(A cura del Prof. Paolo Innocenti)
I tumori maligni di più frequente riscontro nel fegato sono le metastasi (tumori secondari)
Ogni anno in Italia vengono diagnosticati circa 15.000 nuovi casi.
Frequenti sono le metastasi provenienti da tumori che originano dal colon-retto (ma anche da altri organi).
Si definiscono “sincrone” le metastasi presenti al momento della diagnosi di tumore colo-rettale (con una percentuale che varia dal 15 al 25% dei casi) e “metacrone” quelle che si manifestano dopo l’intervento per asportazione del tumore del colon-retto, anche a distanza di anni.
Un po’ come tutti i tumori del fegato, anche le metastasi possono essere del tutto silenti. Spesso la loro presenza viene rilevata in corso degli accertamenti radiologici che il paziente con tumore del colon effettua per valutare l’estensione della malattia al momento della diagnosi o nel periodo di controllo durante e/o dopo le terapie.
Eventuali disturbi che possono presentarsi, soprattutto nel caso di masse di grandi dimensioni, sono il senso di peso, il dolore al fianco, l’epatomegalia (il fegato ingrossato) magari anche con una massa palpabile. Possono essere inoltre presenti altri disturbi del tutto aspecifici come la stanchezza, la perdita di peso e di appetito e la febbricola.
La terapia curativa per eccellenza è la chirurgia che rappresenta la procedura di prima scelta.
Il trattamento chirurgico può essere proposto anche in presenza di fattori che in passato ne limitavano l’indicazione. Per esempio non rappresenta più una controindicazione all’intervento il numero elevato di metastasi (c’è chi ha operato con successo un paziente con 48 metastasi), la loro grandezza, la presenza contemporanea di metastasi anche in altri organi. Anche la età avanzata, pregresse resezioni epatiche, la progressione della metastasi in corso di chemioterapia non rappresentano oggi una controindicazione all’intervento.
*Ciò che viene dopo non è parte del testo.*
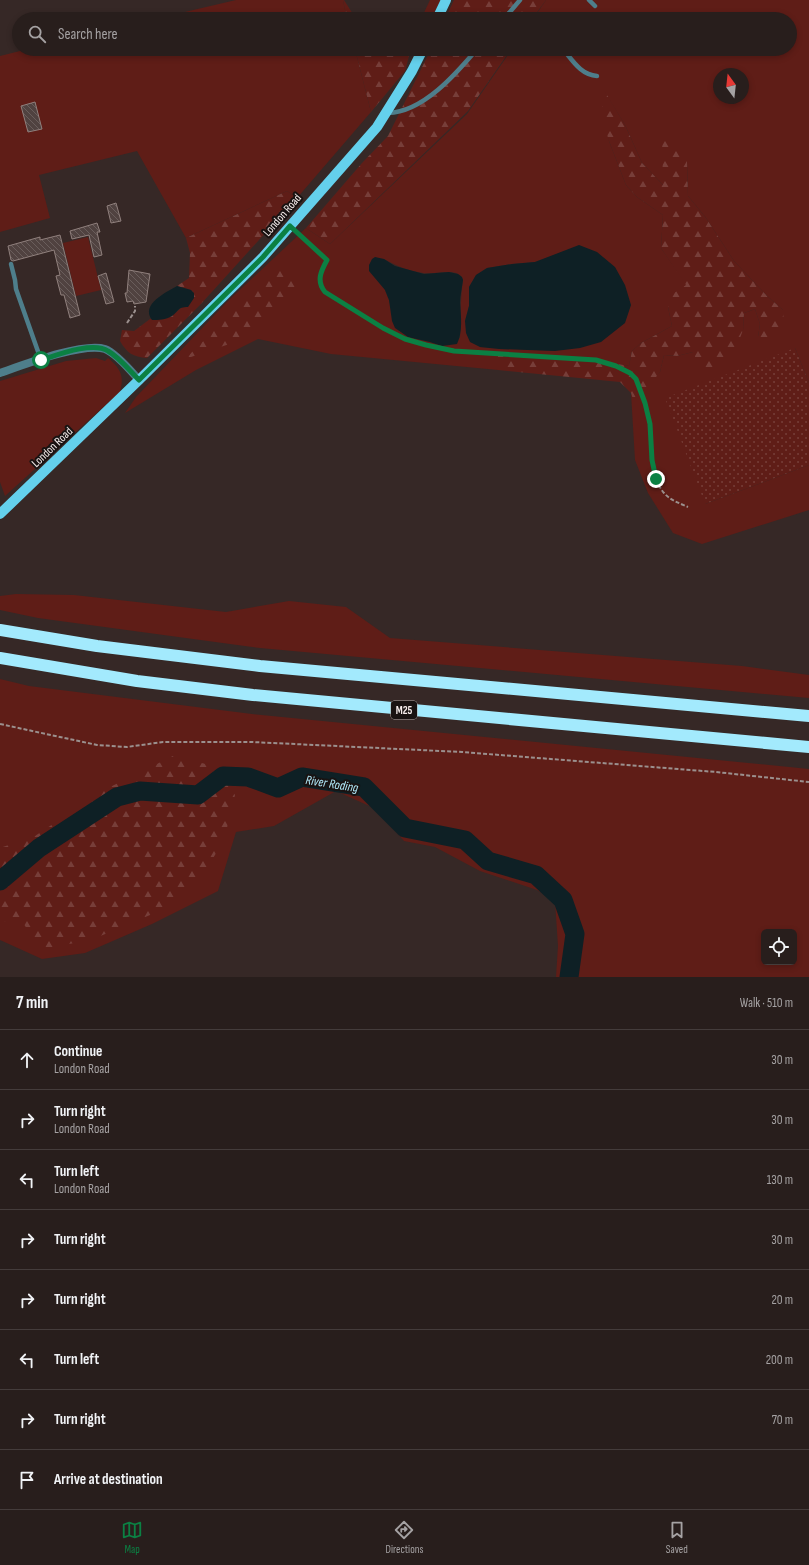 <!DOCTYPE html>
<meta charset="utf-8">
<style>
body{margin:0;font-family:"Sofia Sans Condensed",sans-serif;background:#302725;color:#f1f3f6}
.controls{position:absolute;right:12px;bottom:12px;display:grid;overflow:hidden;border-radius:6px;box-shadow:0 2px 6px #0003}
.controls button{width:36px;height:36px;display:grid;place-items:center;padding:0;border:0;border-bottom:1px solid #443c3b;background:#281e1c;color:#f1f3f6;font:20px sans-serif}
.compass{position:absolute;left:713px;top:68px;width:36px;height:36px;border-radius:50%;background:#281e1c;box-shadow:0 2px 6px #0003;rotate:345deg}
.stop{position:absolute;width:12px;height:12px;margin:-9px;border:3px solid #0b8043;border-radius:50%;background:#fff}
.stop.end{background:#0b8043;border-color:#fff;box-shadow:0 1px 4px #0008}
.list{margin:0;padding:0;list-style:none}
h2{display:flex;justify-content:space-between;align-items:center;height:52px;margin:0;padding:0 16px;font-size:17px}
h2 small{font-size:13px;font-weight:400;color:#a5a2a3}
.list li{display:grid;grid-template-columns:26px 1fr auto;gap:12px;align-items:center;box-sizing:border-box;height:60px;padding:0 16px;border-top:1px solid #443c3b}
.list b{display:block;font-size:15px;white-space:nowrap}
.list p{margin:0;font-size:13px;white-space:nowrap;color:#a5a2a3}
.list em{font-size:13px;font-style:normal;color:#a5a2a3}
.icon{flex:none;width:22px;height:22px;fill:none;stroke:currentColor;stroke-width:2;stroke-linecap:round;stroke-linejoin:round}
.map{position:relative;flex:none;width:809px;height:977px;overflow:hidden}
.search{position:absolute;background:#281e1c;box-shadow:0 2px 6px #0003;left:12px;right:12px;top:12px;height:44px;display:flex;align-items:center;gap:10px;box-sizing:border-box;padding:0 14px;border-radius:22px;color:#a5a2a3;font-size:15px}
.sheet{height:532px;background:#281e1c}
nav{display:flex;justify-content:space-around;align-items:center;box-sizing:border-box;height:56px;border-top:1px solid #443c3b;background:#281e1c;font-size:11px;color:#a5a2a3}
nav a{display:grid;justify-items:center;gap:2px}
nav .on{color:#0b8043}
.map>svg:first-child{display:block}
.green{fill:#5f1d17;fill-rule:evenodd}
.forest{fill:url(#forest-firs)}
.garden{fill:url(#garden-dots)}
.water{fill:#0e2025}
.lines{fill:none;stroke-linecap:round;stroke-linejoin:round}
.river{stroke:#0e2025;stroke-width:19}
.building{fill:url(#building-back-hatch);stroke:#90807d}
.path{stroke:#9b908e;stroke-width:2;stroke-dasharray:4 2;stroke-linecap:butt}
.service{stroke:#4e7e8b;stroke-width:4.5}
.minor{stroke:#4e7e8b;stroke-width:8}
.primary{stroke:#64d0ec;stroke-width:10}
.motorway{stroke:#a3eafd;stroke-width:12}
.route{stroke:#0b8043;stroke-width:5}
.labels{text-anchor:middle;stroke-width:4;stroke-linejoin:round;paint-order:stroke}
.shield{fill:#191312;stroke:#b4acab;stroke-width:1}
.shield-label{font-size:11px;font-weight:bold;fill:#f7eeed}
.street-label{font-size:12px;fill:#f7eeed;stroke:#191312}
.water-label{font-size:13px;font-style:italic;fill:#b3edfd;stroke:#191312}
</style>
<div class="map">
<svg width="809" height="977" viewBox="0 0 809 977">
<defs>
<pattern id="forest-firs" width="22" height="20" patternUnits="userSpaceOnUse"><rect width="22" height="20" fill="#5f1d17"/><path d="M5 1l3.5 6h-7zM16 11l3.5 6h-7z" fill="#773e39"/></pattern>
<pattern id="garden-dots" width="8" height="8" patternUnits="userSpaceOnUse"><rect width="8" height="8" fill="#5f1d17"/><path d="M2 2h.1M6 6h.1" fill="none" stroke="#773e39" stroke-width="1.8" stroke-linecap="round"/></pattern>
<pattern id="building-back-hatch" width="6" height="6" patternUnits="userSpaceOnUse"><rect width="6" height="6" fill="#504240"/><path d="M-1 5l2 2M0 0l6 6M5-1l2 2" fill="none" stroke="#6a5e5c"/></pattern>
</defs>
<rect width="100%" height="100%" fill="#362826"/>
<g class="green">
<polygon points="236,0 343,0 347,19 155,19"/>
<polygon points="430,0 441,0 431,19 421,19"/>
<path d="M546,0h263v383l-14,-35 -90,156 104,-39v45l-107,34 -29,-11 -25,-40 -13,-33 -4,-67 2,5 27,-26 4,-17 13,1 16,-4 50,-22 1,-17 11,-4 5,15 -2,13 25,-27 -16,-14 -33,-35 -28,-43 -18,-22 -1,-35 -24,24 -21,-22 -17,-38 -21,-34 5,50 17,44 11,12 26,18 -2,33 26,37 -19,22 4,19 -31,17 -9,8 -3,15 -33,-6 -98,-6v16l-167,-16 -73,-15 -62,31 -71,43 11,-16 92,-96 78,-73 24,16 137,-130 45,-65h278v-30h-257zM719,74h24v24h-24zM579,246l-24,105 -75,-4 -15,-26 4,-15v-19l7,-12 11,-7 25,-4 23,-2zM384,259c12,7 25,12 39,14 11,2 36,-7 40,7 -3,20 -2,39 -3,58l-18,8 -12,-4 -22,-5 -17,-28 -2,-9 -4,-10z"/>
<polygon points="28,49 355,49 371,112 297,198 287,191 186,238 137,151 39,175 50,218 0,232 0,56"/>
<polygon points="88,237 101,290 76,296 63,243"/>
<path d="M96,358l9,3 3,-3c12,10 17,18 12,34l-115,104 -5,-14v-101l66,-20z"/>
<polygon points="16,594 74,595 226,612 289,601 346,607 390,638 742,666 809,675 809,698 260,648 38,618 0,610 0,596"/>
<path d="M0,679l29,7 223,28 557,55v208h-253l2,-31 -3,-45 -18,-11 -57,-19 -45,-24 -31,-6 -28,-32 -40,-18 -62,35 -38,6 -18,59 -66,33 -67,29 -43,6 -42,-19zM764,932h30v30h-30z"/>
</g>
<g class="forest">
<polygon points="343,0 344,0 356,19 347,19"/>
<polygon points="454,0 546,0 532,19 445,19"/>
<polygon points="355,49 411,49 405,71 371,112"/>
<polygon points="431,49 511,49 468,111 330,244 306,228 362,163 388,136"/>
<polygon points="604,90 625,125 642,163 663,185 662,137 687,161 688,196 706,218 734,261 767,296 783,310 784,327 768,339 758,337 760,324 755,309 744,313 743,330 738,343 719,368 701,370 693,352 677,356 664,355 660,372 652,382 633,399 631,393 620,382 498,370 498,353 596,360 629,366 632,351 641,343 672,326 668,307 668,297 686,285 661,248 663,215 637,197 626,185 609,141 601,115"/>
<path d="M287,191l10,7 -97,107 -53,53c-14,-1 -20,-5 -27,-17l2,-11 12,1 16,-12c12,1 24,-3 32,-12 4,-4 6,-12 9,-17l-14,-4 12,-8 1,-25 -4,-15z"/>
<polygon points="281,264 305,284 250,337 185,359"/>
<polygon points="173,756 214,766 235,795 224,840 195,888 150,915 91,940 47,948 33,937 20,919 0,922 0,848 35,836 104,790"/>
</g>
<polygon class="garden" points="795,348 809,383 809,465 705,504 665,398"/>
<g class="water">
<polygon points="579,245 597,252 615,267 625,285 631,305 625,323 601,342 580,348 555,351 499,349 480,347 470,342 466,333 465,321 469,306 469,287 476,275 487,268 512,264 535,262"/>
<path d="M375,257l9,2 11,7 29,8 25,-2 9,2 4,3 1,3c-1,8 -3,16 -3,23 1,13 3,29 -3,41l-15,2 -12,-4 -22,-5 -13,-9 -3,-7 -3,-21 -4,-10 -16,-19v-6l3,-6z"/>
<path d="M177,286l14,4 3,3v5l-6,9c-11,0 -9,4 -16,9 -6,4 -14,4 -20,4 -12,-16 15,-28 25,-34z"/>
</g>
<g class="lines">
<polyline class="river" points="0,881 39,848 117,797 140,791 198,795 223,776 248,777 278,788 302,777 364,787 405,828 465,840 488,861 536,875 563,900 575,934 569,977"/>
</g>
<g class="building">
<polygon points="35,102 42,129 28,132 21,106"/>
<polygon points="116,203 121,221 111,223 107,206"/>
<polygon points="97,223 100,232 97,232 102,255 94,257 89,235 72,239 70,231"/>
<polygon points="60,235 80,315 70,318 64,295 61,295 56,276 60,275 54,250 13,261 11,260 8,246 40,237 40,240"/>
<polygon points="129,270 150,274 146,302 134,304 133,301 127,302 125,293 127,293"/>
<polygon points="106,273 114,302 106,304 98,276"/>
</g>
<g class="lines">
<g class="path">
<path d="M297,232l30,28c-6,11 -11,22 -2,32l58,36 22,11 21,6 28,6 142,9c11,4 25,6 35,13 6,6 9,14 11,22 4,9 7,19 8,29 3,23 -2,50 14,69 6,7 15,10 24,14"/>
<polyline points="127,323 135,311 135,306"/>
<polyline points="0,724 97,745 127,747 163,742 252,742 462,752 716,772 809,782"/>
</g>
<g class="service">
<polyline points="589,0 595,6"/>
<polyline points="509,13 526,19"/>
<polyline points="504,19 520,0"/>
<path d="M563,49c10,12 18,26 34,27"/>
<path d="M388,113c35,-1 68,-39 89,-64"/>
<polyline points="11,264 15,280 16,289 41,360"/>
</g>
<path class="minor" d="M0,373c23,-8 83,-31 105,-24 11,4 26,22 34,31"/>
<g class="primary">
<polyline points="437,19 446,0"/>
<polyline points="0,514 139,380 263,257 377,127 412,71 423,49"/>
</g>
<g class="motorway">
<polyline points="0,630 97,646 260,666 809,716"/>
<polyline points="0,658 137,681 253,695 809,747"/>
</g>
</g>
<g class="lines">
<path class="route" d="M41,360c16,-5 52,-19 67,-9 12,7 21,19 31,29l124,-123 27,-31 37,34c-6,11 -11,21 -2,32l58,36 22,11 21,6 28,6 142,9 20,6 14,7 6,6 9,24 5,21 2,36 4,19"/>
</g>
<g class="labels">
<rect class="shield" x="391" y="701" width="26" height="18" rx="3"/>
<g class="shield-label">
<text x="404" y="714">M25</text>
</g>
<g class="street-label">
<text transform="translate(282 215) rotate(-49)" y="4">London Road</text>
<text transform="translate(52 447) rotate(-44)" y="4">London Road</text>
</g>
<g class="water-label">
<text transform="translate(332 783) rotate(9)" y="5">River Roding</text>
</g>
</g>
</svg>
<div class="controls">
<button><svg class="icon" aria-label="locate" viewBox="0 0 24 24"><circle cx="12" cy="12" r="6"/><path d="M12 2v4M12 18v4M2 12h4M18 12h4"/></svg></button>
</div>
<svg class="compass" viewBox="-18 -18 36 36"><path d="M0-13l5 13h-10z" fill="#e53935"/><path d="M0 13l5-13h-10z" fill="#a5a2a3"/></svg>
<div class="stop" style="left:41px;top:360px"></div>
<div class="stop end" style="left:656px;top:479px"></div>
<div class="search"><svg class="icon" aria-label="search" viewBox="0 0 24 24"><circle cx="10" cy="10" r="6"/><path d="M15 15l6 6"/></svg>Search here</div>
</div>
<section class="sheet">
<h2>7 min<small>Walk · 510 m</small></h2>
<ul class="list">
<li><svg class="icon" aria-label="ahead" viewBox="0 0 24 24"><path d="M12 20V5M6 11l6-6 6 6"/></svg><div><b>Continue</b><p>London Road</p></div><em>30 m</em></li>
<li><svg class="icon" aria-label="right" viewBox="0 0 24 24"><path d="M7 20v-9h11M14 6l5 5-5 5"/></svg><div><b>Turn right</b><p>London Road</p></div><em>30 m</em></li>
<li><svg class="icon" aria-label="left" viewBox="0 0 24 24"><path d="M17 20v-9H6M10 6l-5 5 5 5"/></svg><div><b>Turn left</b><p>London Road</p></div><em>130 m</em></li>
<li><svg class="icon" aria-label="right" viewBox="0 0 24 24"><path d="M7 20v-9h11M14 6l5 5-5 5"/></svg><div><b>Turn right</b></div><em>30 m</em></li>
<li><svg class="icon" aria-label="right" viewBox="0 0 24 24"><path d="M7 20v-9h11M14 6l5 5-5 5"/></svg><div><b>Turn right</b></div><em>20 m</em></li>
<li><svg class="icon" aria-label="left" viewBox="0 0 24 24"><path d="M17 20v-9H6M10 6l-5 5 5 5"/></svg><div><b>Turn left</b></div><em>200 m</em></li>
<li><svg class="icon" aria-label="right" viewBox="0 0 24 24"><path d="M7 20v-9h11M14 6l5 5-5 5"/></svg><div><b>Turn right</b></div><em>70 m</em></li>
<li><svg class="icon" aria-label="arrive" viewBox="0 0 24 24"><path d="M6 21V4h12l-3 4 3 4H6"/></svg><div><b>Arrive at destination</b></div></li>
</ul>
</section>
<nav>
<a class="on"><svg class="icon" aria-label="map" viewBox="0 0 24 24"><path d="M3 6l6-2 6 2 6-2v14l-6 2-6-2-6 2zM9 4v14M15 6v14"/></svg>Map</a>
<a><svg class="icon" aria-label="directions" viewBox="0 0 24 24"><path d="M12 3l9 9-9 9-9-9zM9 14v-3h6M13 9l2 2-2 2"/></svg>Directions</a>
<a><svg class="icon" aria-label="saved" viewBox="0 0 24 24"><path d="M7 4h10v16l-5-4-5 4z"/></svg>Saved</a>
</nav>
Gli ottimi risultati della chirurgia delle metastasi sono dovuti allo sviluppo di nuovi interventi (epatectomia in due tempi, epatectomia associata a radiofrequenza ecc.), di nuove tecnologie (ecografia intraoperatoria, bisturi ad ultrasuoni, strumenti a ultrafrequenza, a energia bipolare ecc.), di procedure locoregionali (chemioembolizzazione, termoablazione, chemioterapia intraarteriosa, embolizzazione portale) e di migliorate tecniche anestesiologiche.
Gli interventi variano dalle più semplici enucleo-resezioni alle segmentectomie e settoriectomie, fino alle lobectomie e lobectomie allargate.
L’importante è che si lasci un fegato residuo non inferiore al 30 % del volume totale per evitare insufficienza epatica.
La sopravvivenza oggi può anche essere superiore a 10 anni.
Va tuttavia ricordato che meno del 20% di pazienti con metastasi epatiche possono essere inizialmente sottoposti ad intervento chirurgico. Ma se l’intervento viene preceduto da cicli di chemioterapia o procedure locoregionali, molti pazienti che inizialmente erano inoperabili, possono poi essere sottoposti ad intervento. La percentuale degli operabili può salire al 40-50%! Si chiama chirurgia di salvataggio o “rescue surgery”.
Questi risultati sono oggi dovuti ad una collaborazione (leggi l’articolo) tra chirurgo, oncologo, radioterapista e radiologo che assieme scelgono un piano di trattamento personalizzato per il paziente. I buoni risultati sono tangibili.